• Task directions
In the data below, find every line that has the string "Instruction", and copy it.

──────── Stored data

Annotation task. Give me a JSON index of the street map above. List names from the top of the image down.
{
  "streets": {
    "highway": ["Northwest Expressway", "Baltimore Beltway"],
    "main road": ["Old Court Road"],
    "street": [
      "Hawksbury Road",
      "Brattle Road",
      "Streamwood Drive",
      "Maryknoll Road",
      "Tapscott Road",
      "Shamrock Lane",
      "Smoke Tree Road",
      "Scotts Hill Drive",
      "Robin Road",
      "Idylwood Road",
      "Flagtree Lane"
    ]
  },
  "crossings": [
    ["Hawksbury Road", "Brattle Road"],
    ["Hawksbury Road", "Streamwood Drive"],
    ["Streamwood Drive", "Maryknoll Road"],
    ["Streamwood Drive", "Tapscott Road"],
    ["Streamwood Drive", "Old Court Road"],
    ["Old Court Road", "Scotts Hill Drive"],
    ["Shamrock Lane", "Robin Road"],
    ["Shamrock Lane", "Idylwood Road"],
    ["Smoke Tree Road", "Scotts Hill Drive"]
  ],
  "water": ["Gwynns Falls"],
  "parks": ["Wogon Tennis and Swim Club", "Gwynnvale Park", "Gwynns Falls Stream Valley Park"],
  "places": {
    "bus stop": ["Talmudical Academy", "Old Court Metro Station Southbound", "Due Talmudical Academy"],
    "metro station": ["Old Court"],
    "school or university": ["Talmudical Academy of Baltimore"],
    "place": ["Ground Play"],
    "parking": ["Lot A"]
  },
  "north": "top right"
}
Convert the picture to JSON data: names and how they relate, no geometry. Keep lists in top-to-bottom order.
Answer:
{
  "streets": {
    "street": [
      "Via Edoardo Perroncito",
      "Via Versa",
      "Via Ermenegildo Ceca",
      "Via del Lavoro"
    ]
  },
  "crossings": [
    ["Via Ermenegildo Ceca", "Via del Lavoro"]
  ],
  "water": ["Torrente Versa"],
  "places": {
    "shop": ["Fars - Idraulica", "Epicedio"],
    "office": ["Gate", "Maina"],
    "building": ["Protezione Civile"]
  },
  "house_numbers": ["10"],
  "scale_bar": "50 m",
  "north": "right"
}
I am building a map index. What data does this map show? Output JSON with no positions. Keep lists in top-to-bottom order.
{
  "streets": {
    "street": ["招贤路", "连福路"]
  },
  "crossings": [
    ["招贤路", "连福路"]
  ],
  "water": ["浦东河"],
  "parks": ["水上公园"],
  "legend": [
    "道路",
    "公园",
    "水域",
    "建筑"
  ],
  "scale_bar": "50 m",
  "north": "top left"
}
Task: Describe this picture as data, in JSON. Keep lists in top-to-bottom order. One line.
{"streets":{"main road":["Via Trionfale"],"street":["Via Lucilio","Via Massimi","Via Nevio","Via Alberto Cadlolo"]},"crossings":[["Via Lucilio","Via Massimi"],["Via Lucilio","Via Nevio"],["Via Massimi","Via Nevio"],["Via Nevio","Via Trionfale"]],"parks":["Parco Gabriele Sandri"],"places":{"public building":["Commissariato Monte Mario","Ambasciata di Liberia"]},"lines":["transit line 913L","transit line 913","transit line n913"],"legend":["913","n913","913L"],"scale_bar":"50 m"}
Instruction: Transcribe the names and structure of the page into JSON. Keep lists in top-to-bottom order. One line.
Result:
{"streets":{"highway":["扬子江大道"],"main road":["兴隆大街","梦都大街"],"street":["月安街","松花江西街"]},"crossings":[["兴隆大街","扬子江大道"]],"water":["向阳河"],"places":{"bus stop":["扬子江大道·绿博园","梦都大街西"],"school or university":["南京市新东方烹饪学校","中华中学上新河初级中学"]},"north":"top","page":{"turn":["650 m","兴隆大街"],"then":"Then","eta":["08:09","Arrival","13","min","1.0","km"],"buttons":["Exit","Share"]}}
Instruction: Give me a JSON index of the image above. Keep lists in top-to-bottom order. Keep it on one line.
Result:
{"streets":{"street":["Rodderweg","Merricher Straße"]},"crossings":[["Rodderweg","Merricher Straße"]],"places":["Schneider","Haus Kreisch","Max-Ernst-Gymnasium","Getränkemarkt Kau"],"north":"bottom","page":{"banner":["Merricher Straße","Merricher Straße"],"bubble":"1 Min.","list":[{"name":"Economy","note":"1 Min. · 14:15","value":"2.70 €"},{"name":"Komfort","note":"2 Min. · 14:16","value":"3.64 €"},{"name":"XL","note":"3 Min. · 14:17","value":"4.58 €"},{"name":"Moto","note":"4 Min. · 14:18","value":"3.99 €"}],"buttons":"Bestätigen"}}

────────────────

• Exercise output
Instruction: Transcribe the names and structure of the page into JSON. Keep lists in top-to-bottom order. One line.
Instruction: Give me a JSON index of the image above. Keep lists in top-to-bottom order. Keep it on one line.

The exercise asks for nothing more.